Streams, parsers, and printers

Caml Light comprises a built-in type for streams (possibly infinite sequences of elements, that are evaluated on demand), and associated stream expressions, to build streams, and stream patterns, to destructure streams. Streams and stream patterns provide a natural approach to the writing of recursive-descent parsers.

Streams are presented by the following extensions to the syntactic classes of expressions:

   |  [< >]
   |  [< stream-component {; stream-component} >]
   |  function stream-matching
   |  match expr with stream-matching

      ' expr
   |  expr

      stream-pattern -> expr {| stream-pattern -> expr}

      [< >]
   |  [< stream-comp-pat {; stream-comp-pat} >]

      ' pattern
   |  expr pattern
   |  ident

Stream expressions are bracketed by [< and >]. They represent the concatenation of their components. The component ' expr represents the one-element stream whose element is the value of expr. The component expr represents a sub-stream. For instance, if both s and t are streams of integers, then [<'1; s; t; '2>] is a stream of integers containing the element 1, then the elements of s, then those of t, and finally 2. The empty stream is denoted by [< >].

Unlike any other kind of expressions in the language, stream expressions are submitted to lazy evaluation: the components are not evaluated when the stream is built, but only when they are accessed during stream matching. The components are evaluated once, the first time they are accessed; the following accesses reuse the value computed the first time.

Stream patterns, also bracketed by [< and >], describe initial segments of streams. In particular, the stream pattern [< >] matches all streams. Stream pattern components are matched against the corresponding elements of a stream. The component ' pattern matches the corresponding stream element against the pattern. The component expr pattern applies the function denoted by expr to the current stream, then matches the result of the function against pattern. Finally, the component ident simply binds the identifier to the stream being matched. (The current implementation limits ident to appear last in a stream pattern.)

Stream matching proceeds destructively: once a component has been matched, it is discarded from the stream (by in-place modification).
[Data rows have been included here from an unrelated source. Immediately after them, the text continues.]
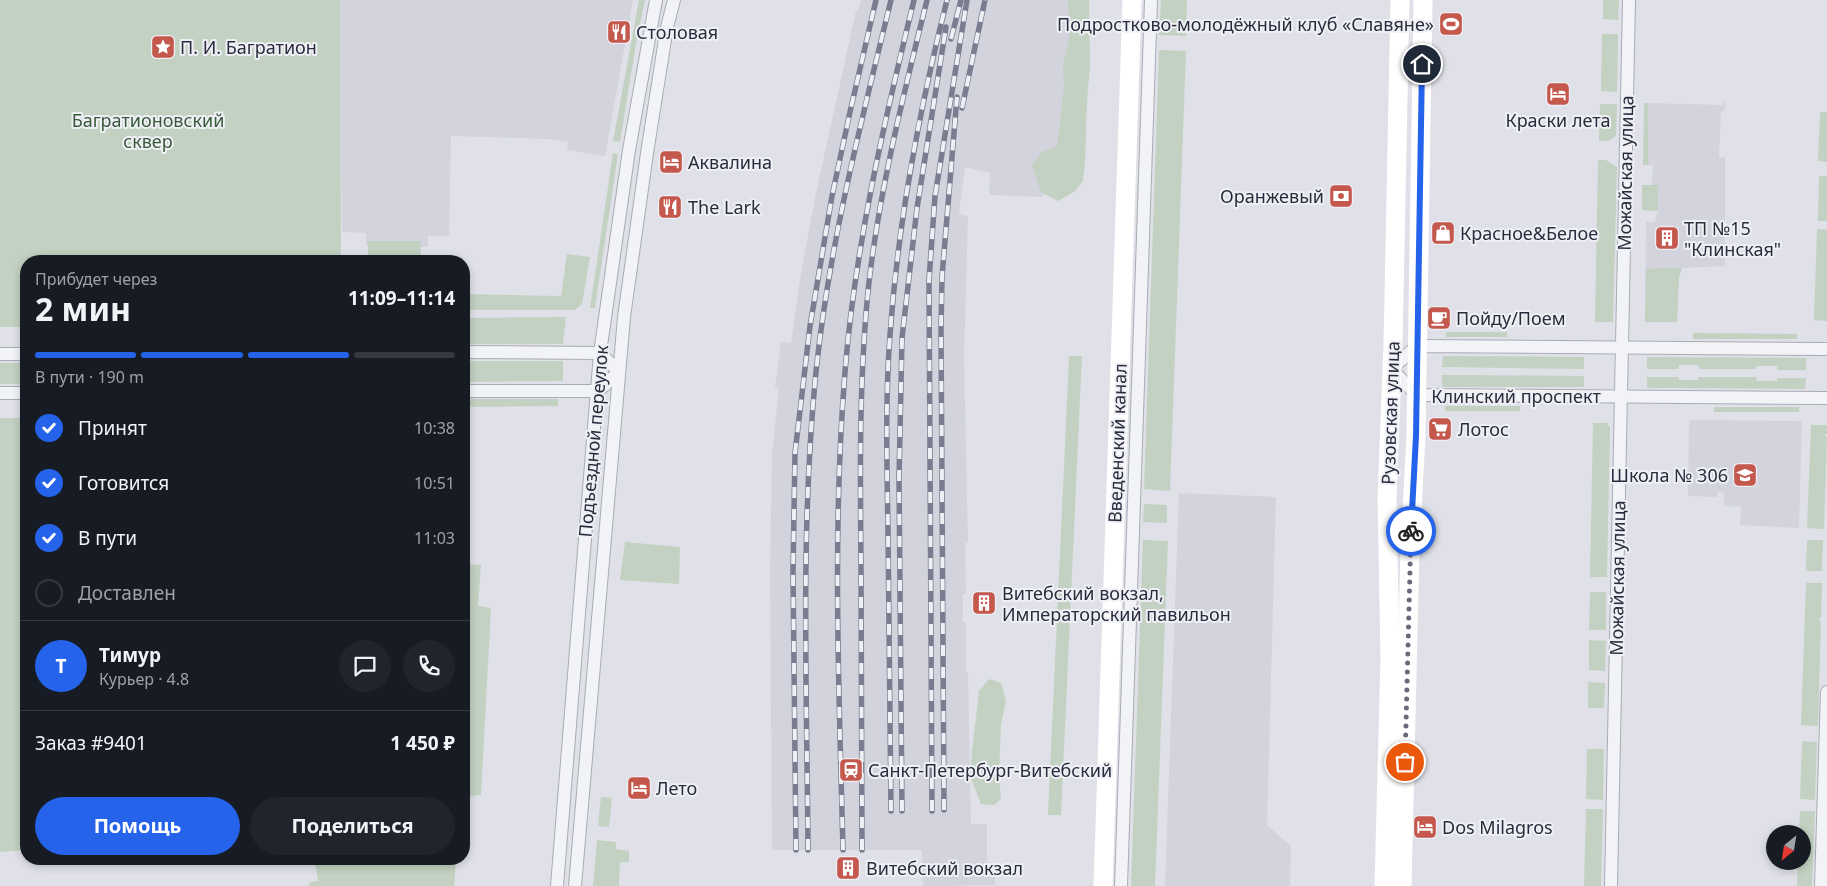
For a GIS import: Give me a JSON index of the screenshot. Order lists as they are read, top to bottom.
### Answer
{
  "streets": {
    "street": [
      "Можайская улица",
      "Клинский проспект",
      "Рузовская улица",
      "Подъездной переулок",
      "Введенский канал"
    ]
  },
  "crossings": [
    ["Можайская улица", "Клинский проспект"],
    ["Клинский проспект", "Рузовская улица"]
  ],
  "parks": ["Багратионовский сквер"],
  "places": {
    "sports": ["Подростково-молодёжный клуб «Славяне»"],
    "restaurant": ["Столовая", "The Lark"],
    "place": ["П. И. Багратион"],
    "hotel": [
      "Краски лета",
      "Аквалина",
      "Лето",
      "Dos Milagros"
    ],
    "bank": ["Оранжевый"],
    "shop": ["Красное&Белое"],
    "building": ["ТП №15 \"Клинская\"", "Витебский вокзал, Императорский павильон", "Витебский вокзал"],
    "cafe": ["Пойду/Поем"],
    "supermarket": ["Лотос"],
    "school or university": ["Школа № 306"],
    "station": ["Санкт-Петербург-Витебский"]
  },
  "north": "bottom left",
  "page": {
    "heading": ["2 мин", "Прибудет через", "11:09–11:14"],
    "panel": [
      "Тимур",
      "Курьер · 4.8",
      "Заказ #9401",
      "1 450 ₽"
    ],
    "bar": "В пути · 190 m",
    "list": [
      ["Принят", "10:38"],
      ["Готовится", "10:51"],
      ["В пути", "11:03"],
      "Доставлен"
    ],
    "round": "Т",
    "buttons": ["Помощь", "Поделиться"]
  }
}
Stream matching proceeds in two steps: first, a pattern is selected by matching the stream against the first components of the stream patterns; then, the following components of the selected pattern are checked against the stream. If the following components do not match, the exception Parse_error is raised. There is no backtracking here: stream matching commits to the pattern selected according to the first element. If none of the first components of the stream patterns match, the exception Parse_failure is raised. The Parse_failure exception causes the next alternative to be tried, if it occurs during the matching of the first element of a stream, before matching has committed to one pattern.

See Functional programming using Caml Light for a more gentle introductions to streams, and for some examples of their use in writing parsers. A more formal presentation of streams, and a discussion of alternate semantics, can be found in Parsers in ML by Michel Mauny and Daniel de Rauglaudre, in the proceedings of the 1992 ACM conference on Lisp and Functional Programming.